Task input section start

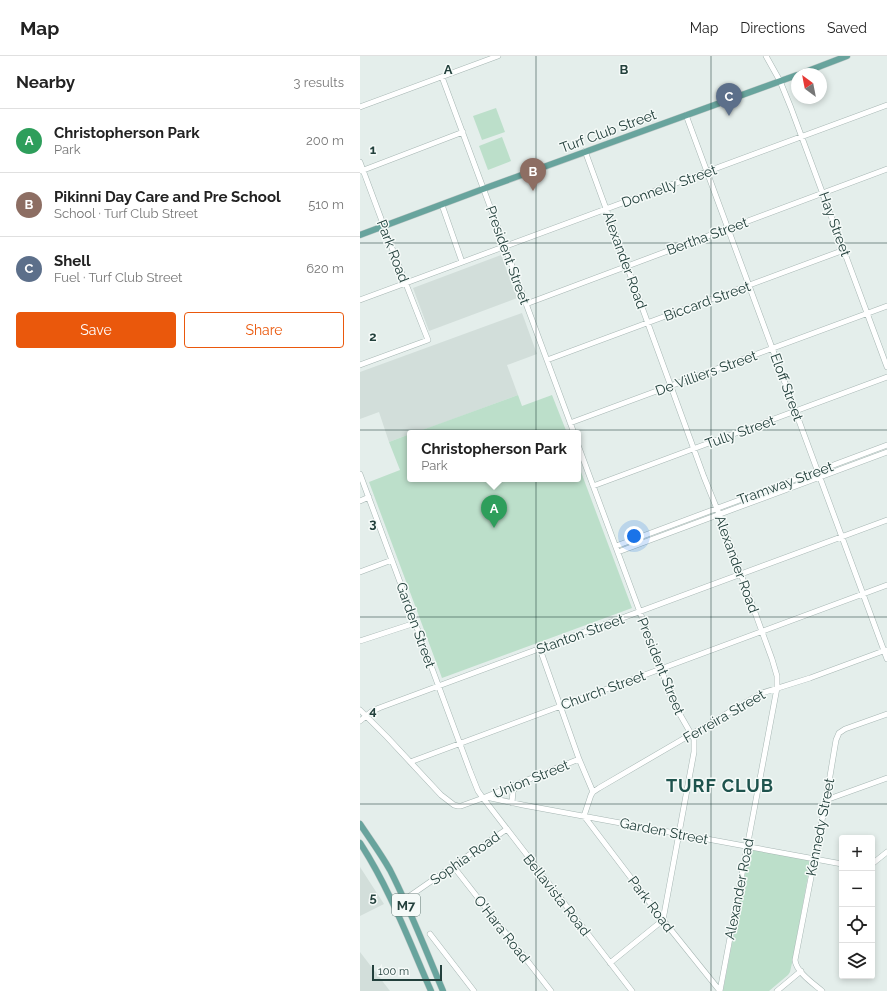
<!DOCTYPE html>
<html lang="en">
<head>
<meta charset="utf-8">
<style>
	:root { --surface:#fff; --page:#f6f6f6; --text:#222; --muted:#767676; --line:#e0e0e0; --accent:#ea580c }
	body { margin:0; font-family:Raleway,sans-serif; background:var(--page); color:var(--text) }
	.controls { position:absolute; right:12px; bottom:12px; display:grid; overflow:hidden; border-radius:4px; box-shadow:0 2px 6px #0003 }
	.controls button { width:36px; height:36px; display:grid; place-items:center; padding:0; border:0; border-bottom:1px solid var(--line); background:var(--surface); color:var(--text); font:20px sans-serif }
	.compass { position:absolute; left:431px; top:12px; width:36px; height:36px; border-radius:50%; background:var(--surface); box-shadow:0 2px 6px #0003; rotate:328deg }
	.scale { position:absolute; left:12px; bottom:10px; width:70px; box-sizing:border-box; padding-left:4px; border:2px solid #23403c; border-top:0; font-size:11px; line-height:14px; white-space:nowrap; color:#23403c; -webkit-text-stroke:3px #f5faf8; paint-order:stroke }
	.you { position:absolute; left:274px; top:480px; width:14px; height:14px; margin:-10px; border:3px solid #fff; border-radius:50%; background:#1a73e8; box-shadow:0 0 0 6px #1a73e833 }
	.badge { display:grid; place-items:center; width:26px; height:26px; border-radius:50%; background:var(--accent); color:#fff; font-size:13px; font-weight:700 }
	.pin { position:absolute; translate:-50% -33px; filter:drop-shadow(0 1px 2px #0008) }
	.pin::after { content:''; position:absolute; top:21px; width:14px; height:12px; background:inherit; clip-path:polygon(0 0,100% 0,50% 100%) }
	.popup { position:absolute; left:47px; top:374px; width:174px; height:52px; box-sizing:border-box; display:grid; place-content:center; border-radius:4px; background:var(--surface); filter:drop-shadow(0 1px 3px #0005); font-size:13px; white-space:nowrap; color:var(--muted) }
	.popup b { font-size:15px; color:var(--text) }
	.popup::after { content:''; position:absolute; left:50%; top:100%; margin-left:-8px; border:8px solid transparent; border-top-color:var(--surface) }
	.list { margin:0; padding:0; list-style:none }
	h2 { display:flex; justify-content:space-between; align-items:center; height:52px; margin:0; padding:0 16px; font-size:17px }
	h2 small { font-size:13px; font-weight:400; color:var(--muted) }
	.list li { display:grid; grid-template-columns:26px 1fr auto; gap:12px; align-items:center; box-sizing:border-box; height:64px; padding:0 16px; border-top:1px solid var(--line) }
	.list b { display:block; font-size:15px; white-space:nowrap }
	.list p { margin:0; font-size:13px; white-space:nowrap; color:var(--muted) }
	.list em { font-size:13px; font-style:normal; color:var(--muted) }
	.actions { display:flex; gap:8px; padding:12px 16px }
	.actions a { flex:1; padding:9px 0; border:1px solid var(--accent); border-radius:4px; text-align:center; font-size:14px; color:var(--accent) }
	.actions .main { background:var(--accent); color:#fff }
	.icon { flex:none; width:22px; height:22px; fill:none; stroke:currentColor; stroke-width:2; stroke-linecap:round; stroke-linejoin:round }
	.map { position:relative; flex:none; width:527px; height:935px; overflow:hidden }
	header { display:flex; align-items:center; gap:24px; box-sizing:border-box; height:56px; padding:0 20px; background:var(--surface); border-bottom:1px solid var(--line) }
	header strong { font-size:19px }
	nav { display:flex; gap:22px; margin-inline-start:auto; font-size:14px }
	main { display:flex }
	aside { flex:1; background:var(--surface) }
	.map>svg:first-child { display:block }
	.built { fill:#d2deda }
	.green { fill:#bcdfca }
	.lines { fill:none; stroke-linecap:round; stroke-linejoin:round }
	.minor-casing { stroke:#a6b6b3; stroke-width:6 }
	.major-casing { stroke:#c1cac8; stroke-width:7 }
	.minor { stroke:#fff; stroke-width:5 }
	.major { stroke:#68a49d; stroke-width:6 }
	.grid { fill:none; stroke:#23403c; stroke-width:1; stroke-opacity:0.55 }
	.labels { text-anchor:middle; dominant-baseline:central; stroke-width:3; stroke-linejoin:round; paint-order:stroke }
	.shield { fill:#f5faf8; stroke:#627874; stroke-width:1 }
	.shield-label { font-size:13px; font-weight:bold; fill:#23403c }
	.street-label { font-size:14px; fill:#23403c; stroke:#f5faf8 }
	.district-label { font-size:18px; font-weight:bold; letter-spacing:1px; fill:#1e534d; stroke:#f5faf8 }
	.grid-label { font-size:13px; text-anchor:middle; font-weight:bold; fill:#23403c; stroke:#f5faf8; stroke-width:3; stroke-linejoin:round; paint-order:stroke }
</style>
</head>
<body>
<header>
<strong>Map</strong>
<nav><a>Map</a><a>Directions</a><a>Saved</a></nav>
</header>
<main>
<aside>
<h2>Nearby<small>3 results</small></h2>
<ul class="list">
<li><span class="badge" style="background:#2e9e5b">A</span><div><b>Christopherson Park</b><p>Park</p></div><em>200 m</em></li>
<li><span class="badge" style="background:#8d6e63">B</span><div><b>Pikinni Day Care and Pre School</b><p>School · Turf Club Street</p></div><em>510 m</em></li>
<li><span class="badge" style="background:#5c6f8a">C</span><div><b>Shell</b><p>Fuel · Turf Club Street</p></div><em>620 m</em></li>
</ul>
<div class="actions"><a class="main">Save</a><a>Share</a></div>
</aside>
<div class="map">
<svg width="527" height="935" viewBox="0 0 527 935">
	<rect width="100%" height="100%" fill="#e4eeeb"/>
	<path class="built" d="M 141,199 L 157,242 L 69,275 L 53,232 Z
		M 162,257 L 177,298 L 147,309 L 158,339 L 77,369 L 54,377 L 50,377 L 50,378 L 29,386 L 19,356 L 0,363 L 0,316 Z
		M 0,811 L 24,848 L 0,860 Z
		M 0,896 L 30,935 L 0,935 Z"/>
	<path class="green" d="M 136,52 L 145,76 L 122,84 L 113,60 Z
		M 142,81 L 151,105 L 128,114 L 119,90 Z
		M 158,339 L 162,350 L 192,339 L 207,377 L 54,377 Z
		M 50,378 L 50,423 L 218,423 L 218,408 L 272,552 L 82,622 L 9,426 L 40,414 L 29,386 Z
		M 392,794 L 395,794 L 449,804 L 450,809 L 432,907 L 430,916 L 428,919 L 409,935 L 363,935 L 389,798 Z"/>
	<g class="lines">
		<defs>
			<path id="minor" d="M 406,0 L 420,25 L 431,52 L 527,311
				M 82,21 L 214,377
				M 0,51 L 138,0
				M 326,59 L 527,603
				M 225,95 L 344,421 L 359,458 L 412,603 L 417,620 L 417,632 L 360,935
				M 0,106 L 35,200 L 68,284 L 0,309
				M 1,115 L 103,76
				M 82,149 L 102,206
				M 0,244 L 527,49
				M 166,248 L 527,113
				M 187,304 L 484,194
				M 210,367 L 527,250
				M 218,389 L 314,648 L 334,683 L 334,696 L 303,864 L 250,907
				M 0,418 L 110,715 L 118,735 L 123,742 L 272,935
				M 233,430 L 527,321
				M 0,445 L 9,441
				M 256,490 L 527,389
				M 258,496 L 527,396
				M 0,516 L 32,504
				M 0,585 L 55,567
				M 180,593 L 219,703 L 233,736
				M 0,654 L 27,681 L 81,739 L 94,749 L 98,750 L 101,750 L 123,742 L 219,703
				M 0,665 L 11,656 L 19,652 L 527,464
				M 50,706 L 527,529
				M 126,741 L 163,749 L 482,808
				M 466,744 L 527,722
				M 152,747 L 153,735 L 158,729
				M 512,808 L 527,796
				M 93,810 L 191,935
				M 44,844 L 93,810 L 147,773
				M 70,878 L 114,935
				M 360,935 L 303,864 L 224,760 L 231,739 L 233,736 L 239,732 L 402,637 L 450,622 L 526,594
				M 417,935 L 441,915
				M 462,935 C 454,928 436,916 435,904 L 466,744 L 476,684 L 479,677 L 485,673 L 527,658"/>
			<path id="major" d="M 440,18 L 487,0
				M 0,179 L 123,133 L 437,19
				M 0,768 C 10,783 21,798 30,814 C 50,853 66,895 83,935
				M 0,787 C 30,833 49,885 71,935"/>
		</defs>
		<use href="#minor" class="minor-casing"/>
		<use href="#major" class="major-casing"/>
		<use href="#minor" class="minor"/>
		<use href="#major" class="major"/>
	</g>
	<path class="grid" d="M 176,0 L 176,935M 351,0 L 351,935M 0,187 L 527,187M 0,374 L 527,374M 0,561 L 527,561M 0,748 L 527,748"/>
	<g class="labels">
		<rect class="shield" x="32" y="838" width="28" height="22" rx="3"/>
		<g class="shield-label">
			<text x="46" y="849">M7</text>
		</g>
		<g class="street-label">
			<text transform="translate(248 75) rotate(-20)">Turf Club Street</text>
			<text transform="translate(309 130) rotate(-20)">Donnelly Street</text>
			<text transform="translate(475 168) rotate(70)">Hay Street</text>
			<text transform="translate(347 180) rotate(-20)">Bertha Street</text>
			<text transform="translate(33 195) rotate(69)">Park Road</text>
			<text transform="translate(148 199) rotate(70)">President Street</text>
			<text transform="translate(265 204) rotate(70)">Alexander Road</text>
			<text transform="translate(347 245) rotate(-20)">Biccard Street</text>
			<text transform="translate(346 317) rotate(-20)">De Villiers Street</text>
			<text transform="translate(427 331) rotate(70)">Eloff Street</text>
			<text transform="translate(380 376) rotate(-20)">Tully Street</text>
			<text transform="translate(425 427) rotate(-20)">Tramway Street</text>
			<text transform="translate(377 508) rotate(70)">Alexander Road</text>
			<text transform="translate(56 569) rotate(70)">Garden Street</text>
			<text transform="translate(220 578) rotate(-20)">Stanton Street</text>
			<text transform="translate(301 610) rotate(68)">President Street</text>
			<text transform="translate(243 634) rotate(-20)">Church Street</text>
			<text transform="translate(364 660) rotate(-30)">Ferreira Street</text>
			<text transform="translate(171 723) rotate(-22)">Union Street</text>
			<text transform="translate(460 771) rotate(-79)">Kennedy Street</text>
			<text transform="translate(304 775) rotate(11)">Garden Street</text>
			<text transform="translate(105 802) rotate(-35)">Sophia Road</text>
			<text transform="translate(379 833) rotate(-79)">Alexander Road</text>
			<text transform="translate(197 839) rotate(52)">Bellavista Road</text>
			<text transform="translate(291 848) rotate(53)">Park Road</text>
			<text transform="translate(142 873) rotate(52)">O'Hara Road</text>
		</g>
		<g class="district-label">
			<text x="360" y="729">TURF CLUB</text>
		</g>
	</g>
	<g class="grid-label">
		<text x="88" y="18">A</text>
		<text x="264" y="18">B</text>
		<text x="13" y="98">1</text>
		<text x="13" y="285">2</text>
		<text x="13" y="472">3</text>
		<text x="13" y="659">4</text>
		<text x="13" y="846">5</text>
	</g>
</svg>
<div class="controls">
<button>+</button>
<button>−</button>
<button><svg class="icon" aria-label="locate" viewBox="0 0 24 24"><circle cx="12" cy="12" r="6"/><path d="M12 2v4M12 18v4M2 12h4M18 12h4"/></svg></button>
<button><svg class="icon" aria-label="layers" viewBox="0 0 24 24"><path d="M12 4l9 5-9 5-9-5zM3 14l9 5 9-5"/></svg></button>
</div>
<svg class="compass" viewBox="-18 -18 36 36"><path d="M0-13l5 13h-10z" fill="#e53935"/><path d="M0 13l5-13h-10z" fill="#767676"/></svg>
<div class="scale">100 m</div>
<div class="you"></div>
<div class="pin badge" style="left:134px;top:472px;background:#2e9e5b">A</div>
<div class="popup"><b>Christopherson Park</b>Park</div>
<div class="pin badge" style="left:173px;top:135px;background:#8d6e63">B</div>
<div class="pin badge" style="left:369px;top:60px;background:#5c6f8a">C</div>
</div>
</main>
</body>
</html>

Task input section end

Search the entries for the word "casing". Copy every line where it occurs.

	.minor-casing { stroke:#a6b6b3; stroke-width:6 }
	.major-casing { stroke:#c1cac8; stroke-width:7 }
		<use href="#minor" class="minor-casing"/>
		<use href="#major" class="major-casing"/>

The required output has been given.